You should understand that global memory latency runs 200 to 800 cycles, that shared memory provides fast block-scoped storage, and that the L1/L2 caches are hardware-managed. This article focuses on two specialized memory spaces that sit outside the standard global/shared/register model: constant memory and texture memory. Both are read-only on the device side, both have dedicated caches, and both are worth understanding even though modern GPUs have reduced the cases where they outperform plain global reads.

Constant memory: 64 KB of broadcast power

Constant memory is a 64 KB region of device memory backed by a dedicated per-SM cache. The hardware optimizes for one specific access pattern: every thread in a warp reads the same address in the same cycle.

When that pattern holds, a single cache read is broadcast to all 32 threads simultaneously.
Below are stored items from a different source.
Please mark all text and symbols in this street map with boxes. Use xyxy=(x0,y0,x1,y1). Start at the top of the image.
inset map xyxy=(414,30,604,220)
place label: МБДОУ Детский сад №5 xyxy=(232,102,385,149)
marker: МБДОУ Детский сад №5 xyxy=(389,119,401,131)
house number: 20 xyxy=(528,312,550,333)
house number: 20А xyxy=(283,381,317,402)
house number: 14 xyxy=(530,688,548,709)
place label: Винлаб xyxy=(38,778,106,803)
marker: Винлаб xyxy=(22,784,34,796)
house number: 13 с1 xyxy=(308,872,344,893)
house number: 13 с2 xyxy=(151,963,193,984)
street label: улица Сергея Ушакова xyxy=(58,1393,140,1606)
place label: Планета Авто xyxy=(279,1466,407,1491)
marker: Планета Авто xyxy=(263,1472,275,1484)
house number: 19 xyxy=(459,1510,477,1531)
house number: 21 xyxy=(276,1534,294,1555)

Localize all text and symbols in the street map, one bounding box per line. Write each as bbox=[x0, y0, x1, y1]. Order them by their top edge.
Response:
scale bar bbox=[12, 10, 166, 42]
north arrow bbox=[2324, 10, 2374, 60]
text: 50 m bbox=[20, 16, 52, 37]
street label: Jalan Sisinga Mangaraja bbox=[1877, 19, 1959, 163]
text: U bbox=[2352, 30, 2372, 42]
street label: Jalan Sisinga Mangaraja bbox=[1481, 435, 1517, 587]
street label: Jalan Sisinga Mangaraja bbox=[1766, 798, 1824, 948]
One memory transaction serves the entire warp. When the pattern does not hold (threads read different addresses), the accesses serialize. A warp reading 32 distinct constant memory addresses issues 32 sequential reads, which is dramatically slower than a single coalesced global memory load.

sequenceDiagram
  participant W as Warp (32 threads)
  participant CC as Constant Cache
  participant CM as Constant Memory (DRAM)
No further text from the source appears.